WHAT TO DO |
Return every entry below word for word and leave out any picture.

DATASET CONTENT START

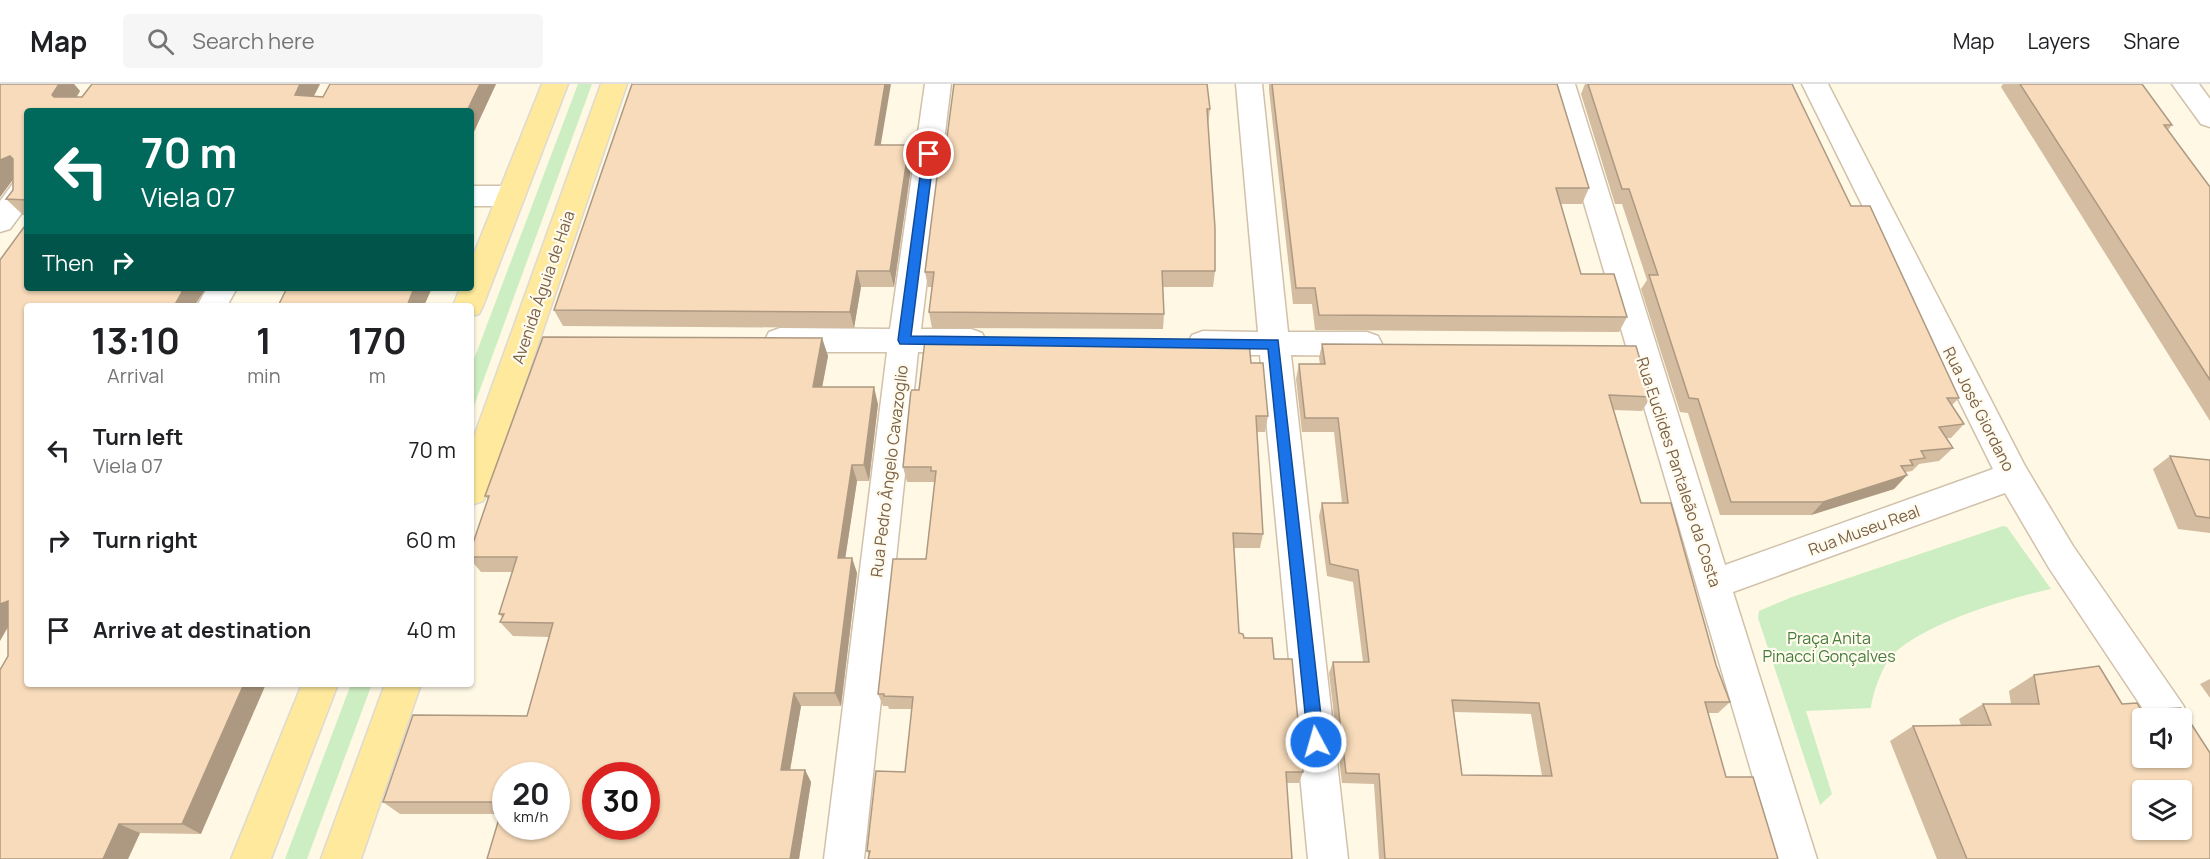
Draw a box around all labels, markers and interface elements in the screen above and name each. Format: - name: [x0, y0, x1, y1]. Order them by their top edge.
- search box: [123, 14, 543, 68]
- text: Map: [30, 22, 87, 60]
- icon: search: [144, 25, 177, 58]
- text: Search here: [192, 26, 315, 56]
- text: Map: [1953, 27, 1994, 55]
- text: Layers: [2027, 27, 2090, 55]
- text: Share: [2123, 27, 2180, 55]
- text: 70 m: [141, 123, 237, 181]
- pin: [903, 128, 954, 179]
- icon: left: [42, 132, 120, 210]
- icon: arrive: [912, 137, 945, 170]
- text: Viela 07: [141, 178, 236, 215]
- street label: Avenida Águia de Haia: [506, 207, 580, 367]
- icon: right: [106, 246, 139, 279]
- text: Then: [42, 248, 94, 278]
- text: 13:10: [91, 316, 180, 365]
- text: 1: [256, 316, 272, 365]
- text: 170: [348, 316, 407, 365]
- street label: Rua José Giordano: [1938, 343, 2020, 475]
- street label: Rua Euclides Pantaleão da Costa: [1631, 354, 1727, 590]
- text: Arrival: [107, 362, 164, 389]
- text: min: [247, 362, 281, 389]
- text: m: [369, 362, 386, 389]
- street label: Rua Pedro Ângelo Cavazoglio: [865, 364, 913, 578]
- text: Turn left: [93, 422, 183, 452]
- icon: left: [42, 434, 75, 467]
- text: 70 m: [408, 435, 456, 465]
- text: Viela 07: [93, 452, 163, 479]
- street label: Rua Museu Real: [1805, 500, 1923, 560]
- icon: right: [42, 524, 75, 557]
- text: Turn right: [93, 525, 198, 555]
- text: 60 m: [406, 525, 456, 555]
- icon: arrive: [42, 614, 75, 647]
- text: Arrive at destination: [93, 615, 311, 645]
- text: 40 m: [407, 615, 456, 645]
- park label: Praça Anita Pinacci Gonçalves: [1762, 627, 1896, 667]
- map controls: [2132, 708, 2192, 840]
- button: sound: [2132, 708, 2192, 768]
- position arrow: [1284, 710, 1348, 774]
- speed limit sign: 30: [582, 762, 660, 840]
- text: 20: [512, 773, 550, 814]
- button: layers: [2132, 780, 2192, 840]
- text: km/h: [514, 806, 548, 827]

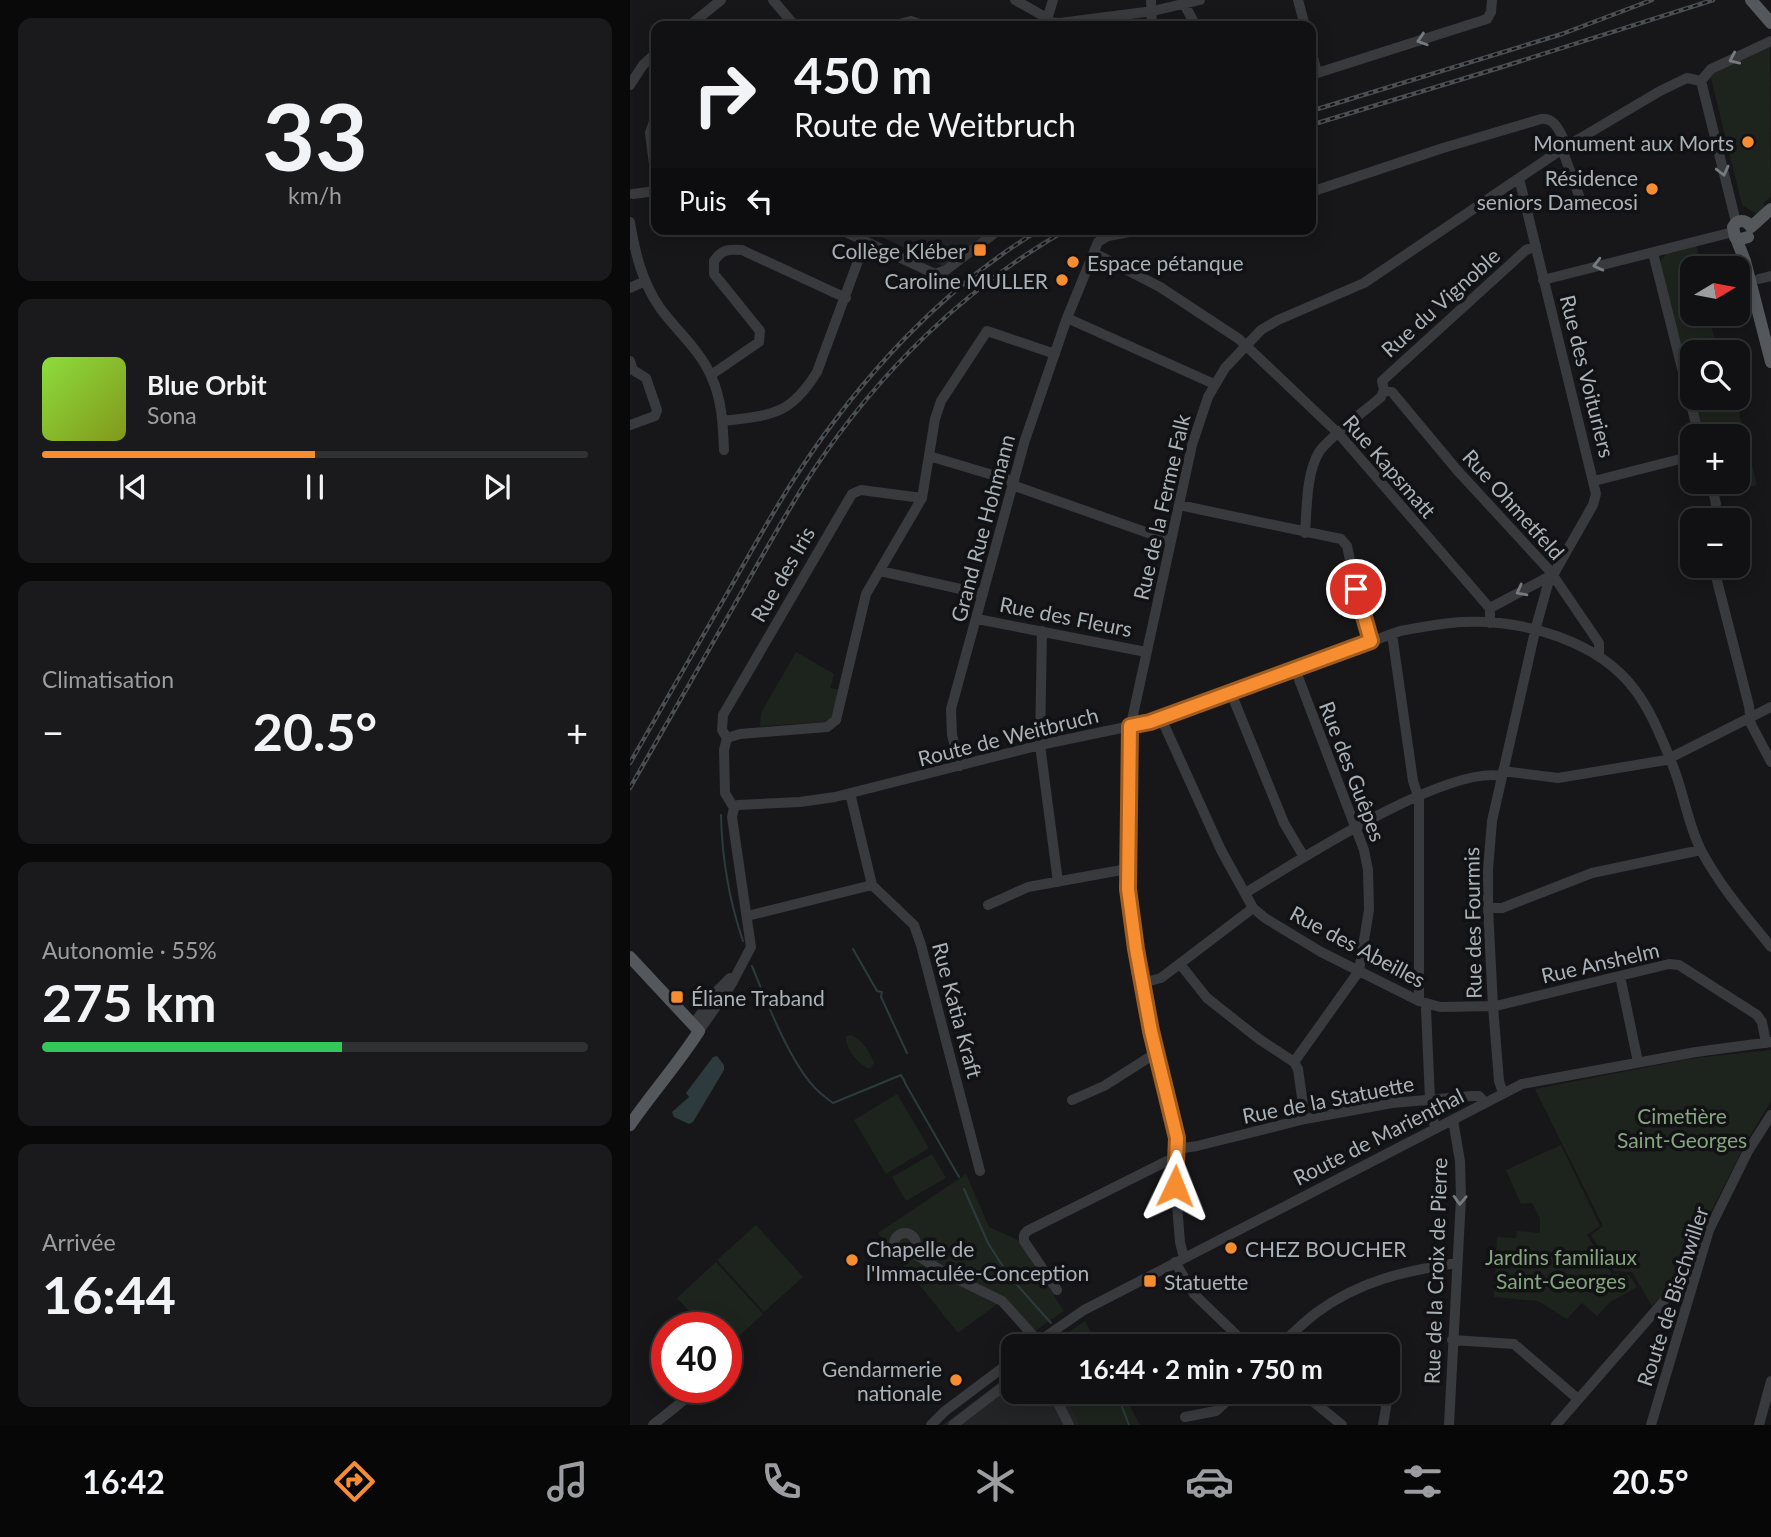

DATASET CONTENT END

ANSWER BOX |
Draw a box around all labels, markers and interface elements in the screen above and name each. Format: - name: [x0, y0, x1, y1]. Order them by their top edge.
- search box: [123, 14, 543, 68]
- text: Map: [30, 22, 87, 60]
- icon: search: [144, 25, 177, 58]
- text: Search here: [192, 26, 315, 56]
- text: Map: [1953, 27, 1994, 55]
- text: Layers: [2027, 27, 2090, 55]
- text: Share: [2123, 27, 2180, 55]
- text: 70 m: [141, 123, 237, 181]
- pin: [903, 128, 954, 179]
- icon: left: [42, 132, 120, 210]
- icon: arrive: [912, 137, 945, 170]
- text: Viela 07: [141, 178, 236, 215]
- street label: Avenida Águia de Haia: [506, 207, 580, 367]
- icon: right: [106, 246, 139, 279]
- text: Then: [42, 248, 94, 278]
- text: 13:10: [91, 316, 180, 365]
- text: 1: [256, 316, 272, 365]
- text: 170: [348, 316, 407, 365]
- street label: Rua José Giordano: [1938, 343, 2020, 475]
- street label: Rua Euclides Pantaleão da Costa: [1631, 354, 1727, 590]
- text: Arrival: [107, 362, 164, 389]
- text: min: [247, 362, 281, 389]
- text: m: [369, 362, 386, 389]
- street label: Rua Pedro Ângelo Cavazoglio: [865, 364, 913, 578]
- text: Turn left: [93, 422, 183, 452]
- icon: left: [42, 434, 75, 467]
- text: 70 m: [408, 435, 456, 465]
- text: Viela 07: [93, 452, 163, 479]
- street label: Rua Museu Real: [1805, 500, 1923, 560]
- icon: right: [42, 524, 75, 557]
- text: Turn right: [93, 525, 198, 555]
- text: 60 m: [406, 525, 456, 555]
- icon: arrive: [42, 614, 75, 647]
- text: Arrive at destination: [93, 615, 311, 645]
- text: 40 m: [407, 615, 456, 645]
- park label: Praça Anita Pinacci Gonçalves: [1762, 627, 1896, 667]
- map controls: [2132, 708, 2192, 840]
- button: sound: [2132, 708, 2192, 768]
- position arrow: [1284, 710, 1348, 774]
- speed limit sign: 30: [582, 762, 660, 840]
- text: 20: [512, 773, 550, 814]
- button: layers: [2132, 780, 2192, 840]
- text: km/h: [514, 806, 548, 827]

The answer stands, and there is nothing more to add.